The duo, along with the help of other students and faculty members, began discussing ways Texas A&M and the Texas A&M College of Engineering could help minority students successfully attend graduate school.

With the help of Garcia, and a grant specifically for pilot programs with similar goals, a committee was formed to organize Trajectories Toward Graduate School, a two-day event about graduate school at Texas A&M outlining the application process.

“The team consisted of Dr. Garcia, Dr. Michael Demkowitz, Dr. Samuel Meriwether, Juan Rodriguez, Tajuanada Montreuil, Jules Henry and myself,” Gonzalez Coronado said. “We worked for four months to organize and implement the necessary tasks to make sure the event was a success from the very beginning.”

Gonzalez Coronado initially helped with the creation of the application and goals of the program, encouraging students to apply to graduate school in the college of engineering at Texas A&M, and even posing for a few pictures for new promotional materials.

“Industrial engineering taught me to be organized and how to make sure things flowed properly and efficiently,” Gonzalez Coronado said. “These skills came into play greatly when gathering current students for the speed mentoring session during the inaugural event in November. We are really proud that we had a total of 36 prospective students participate. Twenty six were from out of state and 10 were from the Texas A&M College of Engineering.”

Karla speaking with prospective graduate studentsGonzalez Coronado also recruited current graduate students to act as mentors throughout the two-day event that hosted prospective students. The prospective students attended workshops about preparing for graduate school and funding opportunities for graduate school, as well as what steps to take next for the application process. Visiting students were also given opportunities to ask current graduate students about their experiences in the college of engineering.

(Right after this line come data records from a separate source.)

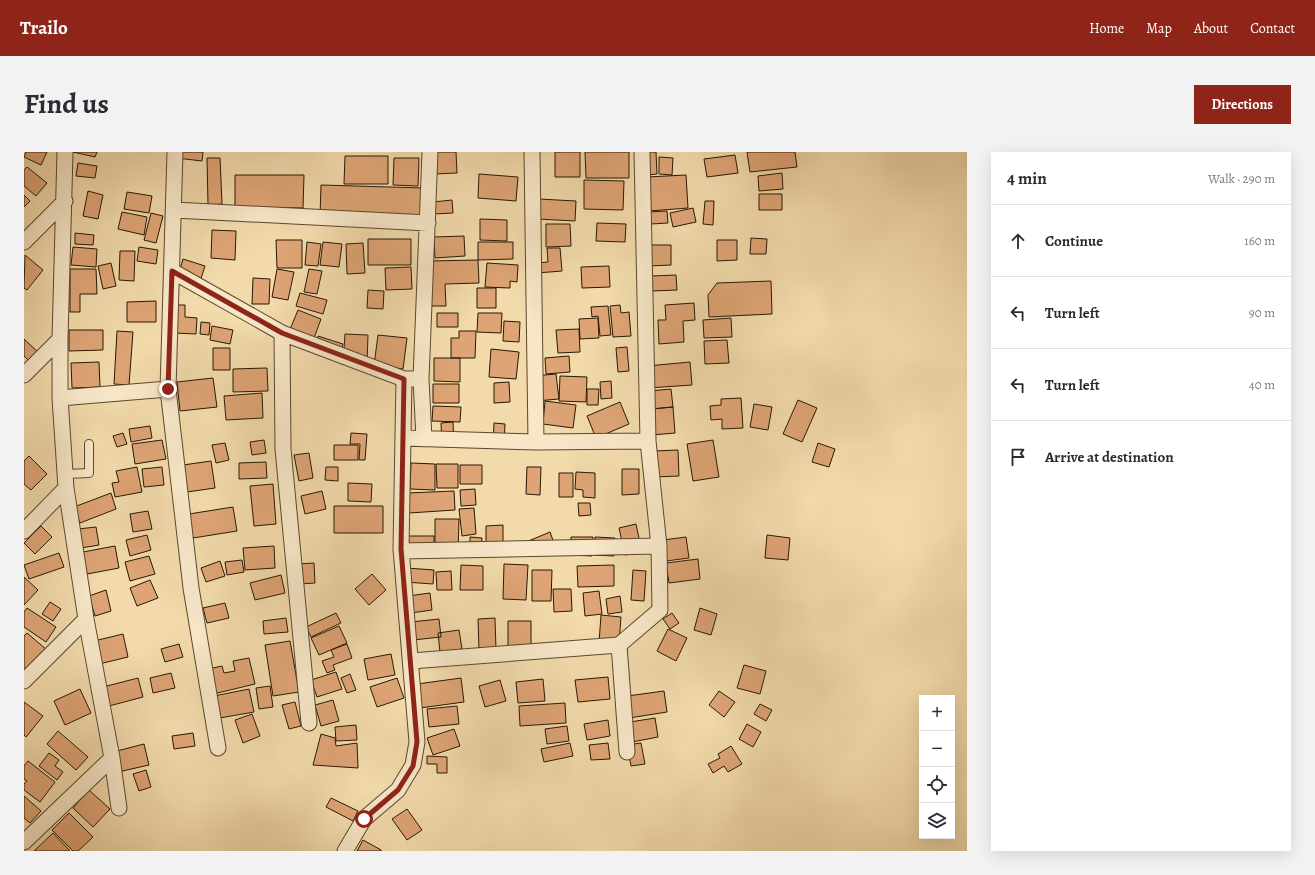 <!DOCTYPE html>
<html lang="en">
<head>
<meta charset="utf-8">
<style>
  body { margin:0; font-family:Alegreya,serif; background:#f2f2f3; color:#2b2b33 }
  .controls { position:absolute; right:12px; bottom:12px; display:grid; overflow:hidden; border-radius:0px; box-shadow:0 4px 16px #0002 }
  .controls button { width:36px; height:36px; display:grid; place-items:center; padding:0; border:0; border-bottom:1px solid #e1e1e2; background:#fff; color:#2b2b33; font:20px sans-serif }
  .stop { position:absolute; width:12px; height:12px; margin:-9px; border:3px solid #8f2418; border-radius:50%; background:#fff }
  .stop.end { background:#8f2418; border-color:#fff; box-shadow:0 1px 4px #0008 }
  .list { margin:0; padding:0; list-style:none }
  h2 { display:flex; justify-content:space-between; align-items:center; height:52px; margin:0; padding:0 16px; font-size:17px }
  h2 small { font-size:13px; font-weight:400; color:#7c7c81 }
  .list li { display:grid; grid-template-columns:26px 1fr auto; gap:12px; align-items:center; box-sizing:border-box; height:72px; padding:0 16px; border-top:1px solid #e1e1e2 }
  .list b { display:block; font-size:15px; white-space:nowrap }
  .list em { font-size:13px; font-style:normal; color:#7c7c81 }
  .icon { flex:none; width:22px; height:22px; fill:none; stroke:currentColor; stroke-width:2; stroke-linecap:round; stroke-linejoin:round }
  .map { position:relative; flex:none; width:943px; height:699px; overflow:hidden; border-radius:0px }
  header { display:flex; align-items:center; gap:24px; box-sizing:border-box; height:56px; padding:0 20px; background:#8f2418; color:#fff }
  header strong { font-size:19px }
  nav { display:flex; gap:22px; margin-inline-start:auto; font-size:14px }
  .intro { display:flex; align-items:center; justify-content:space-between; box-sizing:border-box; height:96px; padding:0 24px }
  h1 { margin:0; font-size:28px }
  .button { padding:10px 18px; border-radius:0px; background:#8f2418; color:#fff; font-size:14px; font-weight:700 }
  main { display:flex; gap:24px; padding:0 24px }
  aside { flex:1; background:#fff; border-radius:0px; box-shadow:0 4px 16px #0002 }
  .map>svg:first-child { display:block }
  .building { fill:#dea475; stroke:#281804 }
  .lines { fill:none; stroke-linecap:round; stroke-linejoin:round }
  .service-casing { stroke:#5a482e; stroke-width:10 }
  .minor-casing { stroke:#5a482e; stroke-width:17 }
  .service { stroke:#f7e7c8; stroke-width:8 }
  .minor { stroke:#f7e7c8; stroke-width:15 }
  .route { stroke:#8f2418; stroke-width:5 }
</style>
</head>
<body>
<header>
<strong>Trailo</strong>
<nav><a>Home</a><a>Map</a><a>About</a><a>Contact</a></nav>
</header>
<div class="intro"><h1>Find us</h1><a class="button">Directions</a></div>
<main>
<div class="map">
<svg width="943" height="699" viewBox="0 0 943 699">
  <rect width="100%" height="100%" fill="#f2daab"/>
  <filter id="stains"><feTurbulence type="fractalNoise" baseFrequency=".005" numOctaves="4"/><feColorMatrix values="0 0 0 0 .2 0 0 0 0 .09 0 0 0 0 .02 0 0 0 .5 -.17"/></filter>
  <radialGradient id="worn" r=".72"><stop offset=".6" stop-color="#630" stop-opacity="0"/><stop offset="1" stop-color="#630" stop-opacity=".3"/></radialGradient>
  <path class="building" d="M2,0H23L17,13L0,5Z
    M49,0H73L71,5Z
    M154,0H179L178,9L153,6Z
    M409,0H432L433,21L410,22Z
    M531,0H556V25H531Z
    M561,0H605V26H562Z
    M622,0H632L633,22L623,23Z
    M723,0H771L773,15L726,20Z
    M711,3L714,21L683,25L680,7Z
    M321,4H364V32H320Z
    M635,5L649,6L648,23L635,22Z
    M183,6H196L198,52L184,53Z
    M370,6H395L394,34L369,33Z
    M54,11L73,14L71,26L52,24Z
    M3,15L23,31L12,44L0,34V18Z
    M758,21L759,37L735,39L734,24Z
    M455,22L494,25L492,49L454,46Z
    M211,23H280L279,56L211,55Z
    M662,23L664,56L625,59L623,25Z
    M560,28L600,29L599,58L560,57Z
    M297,33L401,36L400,68L296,65Z
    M64,39L79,43L74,67L59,64Z
    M103,40L128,44L125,61L100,57Z
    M735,42H758V58H735Z
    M0,43L6,49L0,55Z
    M515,47L552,49L551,69L513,67Z
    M428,48L429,61L410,62L409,50Z
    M681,49H690L689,73L679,72Z
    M669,56L672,70L649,75L646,61Z
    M643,59L644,71L627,72L625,60Z
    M98,60L123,65L120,83L94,77Z
    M127,61L139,64L132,91L120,88Z
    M456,67L483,68V89L456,88Z
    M573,71L602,72L601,90L572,89Z
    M522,72H546L547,94L522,95Z
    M188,78L212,79L211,108L187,106Z
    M51,81L70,83L69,93L51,92Z
    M440,84L441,104L411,106L410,85Z
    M727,86L743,87L742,102H726Z
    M344,87H387V113H344Z
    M252,88H278V116H253Z
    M693,88H713V108L693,109Z
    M283,90L297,92L294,114L281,113Z
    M299,90L318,92L315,115L296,113Z
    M454,90H489V107L454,108Z
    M339,91L341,121L323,122L322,92Z
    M624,93H647V113L625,114Z
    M49,95L73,97L72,115L47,113Z
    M115,95L134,98L132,112L113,109Z
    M523,96H536L538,119L513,121L512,111L524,110Z
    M96,99H111L110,129L95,128Z
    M1,103L19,118L3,138L0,136Z
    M159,107L181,114L174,136L155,121Z
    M454,108L455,131L421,132L422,154H407L405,109Z
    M87,111L92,134L79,137L74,114Z
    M463,111L494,113L493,130L486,129V136L461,135Z
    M585,114L586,135L558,136L557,115Z
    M387,115L388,137L362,138L361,116Z
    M46,117H72L73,142H56V160H46Z
    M253,117L270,120L264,148L248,145Z
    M285,117L298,119L293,142L280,140Z
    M652,123L653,138L628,139L627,124Z
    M229,126L246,127L245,152H228Z
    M747,129L748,162L685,165L684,143L693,131Z
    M453,136H472V156H453Z
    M344,138L360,139L359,157L343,156Z
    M276,141L303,148L299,162L272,154Z
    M132,149V170H103V150Z
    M670,151L671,168L659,169L660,190L635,192L634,168H642L641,153Z
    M151,153H161V165L173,166L172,182L150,181Z
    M596,153L597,161L605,160L607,184L589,185L586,154Z
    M584,154L587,183L576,184L574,164L568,165L567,155Z
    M274,158L297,167L289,189L265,180Z
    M413,161H434V175H413Z
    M454,161H478L477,181L453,180Z
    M574,166L575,186L556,187L555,167Z
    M707,166L708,185L680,186L679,168Z
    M480,169L496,170L495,190L479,189Z
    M177,170L186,171L185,183L176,182Z
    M188,174L209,178L206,192L186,188Z
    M555,177L556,200L534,201L532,178Z
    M45,178H79V198L45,199Z
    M93,179L109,180L105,233L90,232Z
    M435,179H452L451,206H427V186H435Z
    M321,182L344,183L343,212H319Z
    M354,183L383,186L379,217L350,213Z
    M294,184L319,192L314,208L289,200Z
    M0,187L15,201L6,210L0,204Z
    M703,188L705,211L681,212L680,189Z
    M603,195L605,219L594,220L592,196Z
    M189,196H206V218H189Z
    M467,197L495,200L492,227L465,225Z
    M545,204L546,220L522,222L521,206Z
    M410,206H436V230L410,229Z
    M75,210L76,235L48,236L47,211Z
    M666,210L668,233L624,236L623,214Z
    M243,216L244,239L209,240V217Z
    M532,222L535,247L512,249L510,224Z
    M536,224L563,225L562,250L535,249Z
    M189,226L193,255L156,259L153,230Z
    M587,229L588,246L577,247L576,230Z
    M485,230L486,250L470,251V231Z
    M409,232H435V251H409Z
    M563,237H575L574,253H563Z
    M647,237L649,255L627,257L625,239Z
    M238,241L239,266L202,268L200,244Z
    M717,246L719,276L698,277V267L687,268L686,254L697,253V247Z
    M774,248L793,256L778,290L759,282Z
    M521,249L552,253L549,276L519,272Z
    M596,250L605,272L572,286L563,264Z
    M730,252L748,255L744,278L726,275Z
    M409,254L437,255L436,270L408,269Z
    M649,255L651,281L628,283L627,257Z
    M429,270L430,293L418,294L417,271Z
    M470,271L481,272L480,295H469Z
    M126,274L128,286L107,290L105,277Z
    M99,281L103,292L93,295L89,284Z
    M327,281L343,282L341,308H335L336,292H326Z
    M138,288L142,307L111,312L108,292Z
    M240,288L242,301L228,303L226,290Z
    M689,288L695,325L669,329L663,292Z
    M201,291L205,308L192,311L188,293Z
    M794,291L811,297L805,315L788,310Z
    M310,293H334V308H310Z
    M654,298L655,324L631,325L630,299Z
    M285,301L289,326L275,329L270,303Z
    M5,304L23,322L7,338L0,332V309Z
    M187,309L191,336L163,340L159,313Z
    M242,310L243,326L215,327V311Z
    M387,311L411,312V338L386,337Z
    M412,312H434V336H413Z
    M436,313H458V332H436Z
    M113,315L118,340L91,345L88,331L95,330L92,319Z
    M138,315L140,333L120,335L118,317Z
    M302,315H314V329L301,328Z
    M503,315H517L516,343L502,342Z
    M598,317H615V342L598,343Z
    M552,320L571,321V346L559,345V338L551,337Z
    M535,321H549V345H535Z
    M324,331L348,332L347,350L324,349Z
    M249,332L252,372L230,374L226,334Z
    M451,337L452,353L437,354L436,338Z
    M298,339L302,357L281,362L277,344Z
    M430,339L431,358L385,361L383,341Z
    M87,341L92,357L56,371L50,355Z
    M554,351H566L567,363L555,364Z
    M310,354H359V381H310Z
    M209,355L213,379L169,386L165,362Z
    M450,356L452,382L438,384L435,357Z
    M124,359L128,377L109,380L106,362Z
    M411,367H435L434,401L411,400Z
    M612,372L618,400L601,403L595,376Z
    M479,373V399H462V374Z
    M17,374L28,385L11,402L0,391Z
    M72,375L75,393L57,396L54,377Z
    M526,380L530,391L502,390Z
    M123,383L127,398L106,404L102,388Z
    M743,383L766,386L764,408L741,406Z
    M383,384H410V402H383Z
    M446,385L458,386L457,398H446Z
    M547,385H569L568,404L546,403Z
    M571,385L591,386L590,404L570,403Z
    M662,385L665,406L642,409L639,388Z
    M91,394L95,416L63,422L59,400Z
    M250,394L251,416L221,418L219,396Z
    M35,401L40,415L5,427L0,413Z
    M125,404L131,422L106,429L101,410Z
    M674,407L676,427L645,431L642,411Z
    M218,408L220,420L203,423L201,410Z
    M196,409L201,424L182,430L177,416Z
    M290,411L291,431L276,432L274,412Z
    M480,412L504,413L502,448L479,447Z
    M437,413L459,414V438H436Z
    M590,413V434L554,435L553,414Z
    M382,416L410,418L409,432L381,430Z
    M508,418H528L527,449H508Z
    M609,418L622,419L620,449L607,448Z
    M427,419L428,438H413L412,420Z
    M348,422L362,438L345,453L331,437Z
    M257,423L261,441L231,448L226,431Z
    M0,425L14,438L0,453Z
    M126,428L134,446L113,454L106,436Z
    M529,437H547L548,459L530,460Z
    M82,438L87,459L71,464L65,444Z
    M575,439L578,462L561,464L559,441Z
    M406,441L408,458L387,461L384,444Z
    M596,444L598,460L584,462L582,447Z
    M26,450L37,457L29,469L18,462Z
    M201,451L205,466L183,471L179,456Z
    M3,456L32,475L22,490L0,475V460Z
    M676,456L693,462L687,483L670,478Z
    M312,461L317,471L287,485L282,475Z
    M648,461L655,471L646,477L639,467Z
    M577,463L597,465L595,492L575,491Z
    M262,466L264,480L240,482L239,469Z
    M471,466L472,498L455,499L454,467Z
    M415,467L417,485L389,488L387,470Z
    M484,469H507V496H484Z
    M315,474L323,491L295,503L287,486Z
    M644,477L663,486L652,509L633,499Z
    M435,478L438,497L416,500L414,481Z
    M3,481L23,498L3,521L0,518V484Z
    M99,482L104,505L75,512L70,489Z
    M266,489L275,540L249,544L241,493Z
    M155,492L159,505L141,510L137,497Z
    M323,492L328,506L309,513L311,518L303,521L298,509L310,505L307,498Z
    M367,502L371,523L344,528L340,507Z
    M225,506L231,532L185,543L180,518L198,514L200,521L211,519L209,509Z
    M720,513L742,519L736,542L713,536Z
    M312,520L318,537L293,545L287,528Z
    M147,521L151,536L129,541L126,526Z
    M326,522L332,538L323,541L317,526Z
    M584,525L586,547L554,550L551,528Z
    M114,526L119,545L85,554L79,535Z
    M373,526L380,546L353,555L346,535Z
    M437,526L440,550L396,556L393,532Z
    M519,527L521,549L494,551L492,530Z
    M476,528L482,549L461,555L455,534Z
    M246,534L249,555L235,557L232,536Z
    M56,537L67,561L41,573L30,549Z
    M225,537L230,560L190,567L185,545Z
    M640,539L643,560L599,567L596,545Z
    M695,539L711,550L700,565L685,553Z
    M309,548L315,569L297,574L291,553Z
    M0,550L19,564L2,585L0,583Z
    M271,550L277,574L265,577L258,553Z
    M541,551L542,571L496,574L495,554Z
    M736,552L748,558L742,569L730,562Z
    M433,554L435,572L405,575L403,557Z
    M228,562L236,584L219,591L211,568Z
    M631,566L634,585L603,591L600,571Z
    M584,568L586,584L563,588L560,572Z
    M723,572L737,580L729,595L715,587Z
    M332,573L333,588L312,589L311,575Z
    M543,574L545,589L523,592L521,577Z
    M430,577L436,594L409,603L403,586Z
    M34,579L64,605L52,618L23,592Z
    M169,581L171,594L150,597L148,584Z
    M297,582L311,586L312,594L333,591L334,616L289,613Z
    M546,591L549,604L520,610L517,597Z
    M584,591L586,607L567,608L565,593Z
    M617,591L621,612L607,614L603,593Z
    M120,592L125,613L94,620L89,600Z
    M707,594L718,612L704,620L700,614L689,621L684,612L696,606L694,602Z
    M25,601L35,608L31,614L39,620L33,628L15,614Z
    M403,604L423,605V621H413V612H403Z
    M4,609L31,630L16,650L0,638V632L3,629L0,627V614Z
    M122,618L127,635L115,639L109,622Z
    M65,638L86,657L69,675L49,656Z
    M0,644L17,659L6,671L0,666Z
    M307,646L334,659L329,669L302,655Z
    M383,657L398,678L383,688L368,667Z
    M45,661L69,685L54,699H49L28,678Z
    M29,681L46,699H10Z
    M339,688L357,698V699H333Z"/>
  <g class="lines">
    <defs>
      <path id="service" d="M42,322L65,321V292"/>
      <path id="minor" d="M41,0L36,187V246L42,336L62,467L88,606L95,656
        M151,0L144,237L167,436L194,596
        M508,0L512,290
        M150,58L404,71
        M0,90L41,49
        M148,119L258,181L259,297L285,571
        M258,181L380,227H397L406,0
        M0,223L36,187
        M397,227L400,287
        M36,246L144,237
        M379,286L512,290L624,289
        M0,379L42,336
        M377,399L635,394
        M595,493L603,600
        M387,509L595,493L636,458L635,394L624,289L618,0
        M0,529L62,467
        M0,690L88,606
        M321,699L340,667L374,638L389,613L393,590L377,397L380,227"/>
    </defs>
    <use href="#service" class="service-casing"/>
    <use href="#minor" class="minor-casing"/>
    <use href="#service" class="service"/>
    <use href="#minor" class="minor"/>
  </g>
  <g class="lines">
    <path class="route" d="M144,237L148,119L258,181L380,227L377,397L393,590L389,614L374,638L340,667"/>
  </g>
  <rect width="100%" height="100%" filter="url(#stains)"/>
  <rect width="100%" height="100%" fill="url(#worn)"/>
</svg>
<div class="controls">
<button>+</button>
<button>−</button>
<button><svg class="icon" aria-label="locate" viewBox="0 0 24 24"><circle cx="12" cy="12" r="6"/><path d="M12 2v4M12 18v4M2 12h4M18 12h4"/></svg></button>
<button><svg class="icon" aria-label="layers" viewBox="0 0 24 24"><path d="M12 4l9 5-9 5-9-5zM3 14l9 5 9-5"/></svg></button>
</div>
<div class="stop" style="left:340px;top:667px"></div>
<div class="stop end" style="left:144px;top:237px"></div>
</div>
<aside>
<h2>4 min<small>Walk · 290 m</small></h2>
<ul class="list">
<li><svg class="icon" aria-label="ahead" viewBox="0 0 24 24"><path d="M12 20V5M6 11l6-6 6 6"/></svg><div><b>Continue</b></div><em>160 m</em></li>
<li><svg class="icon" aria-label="left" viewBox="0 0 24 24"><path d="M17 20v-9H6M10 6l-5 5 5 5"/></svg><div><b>Turn left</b></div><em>90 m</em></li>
<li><svg class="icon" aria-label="left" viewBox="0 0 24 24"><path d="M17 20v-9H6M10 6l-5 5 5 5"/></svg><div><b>Turn left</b></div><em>40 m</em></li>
<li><svg class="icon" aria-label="arrive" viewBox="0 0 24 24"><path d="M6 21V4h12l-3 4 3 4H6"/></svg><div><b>Arrive at destination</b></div></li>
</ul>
</aside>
</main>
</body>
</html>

“My goal for this event is that Texas A&M decides to hold it every single year so our graduate population increases with Hispanic, Native American and African American students enrolled in engineering graduate programs,” Gonzalez Coronado said.

This event is a part of the Texas A&M College of Engineering’s Access and Inclusion program, whose mission is to increase the diversity of the college by recruiting and supporting students who come from historically underrepresented population groups in Texas, or students whose backgrounds and experiences will contribute and enhance the overall diversity of the college of engineering.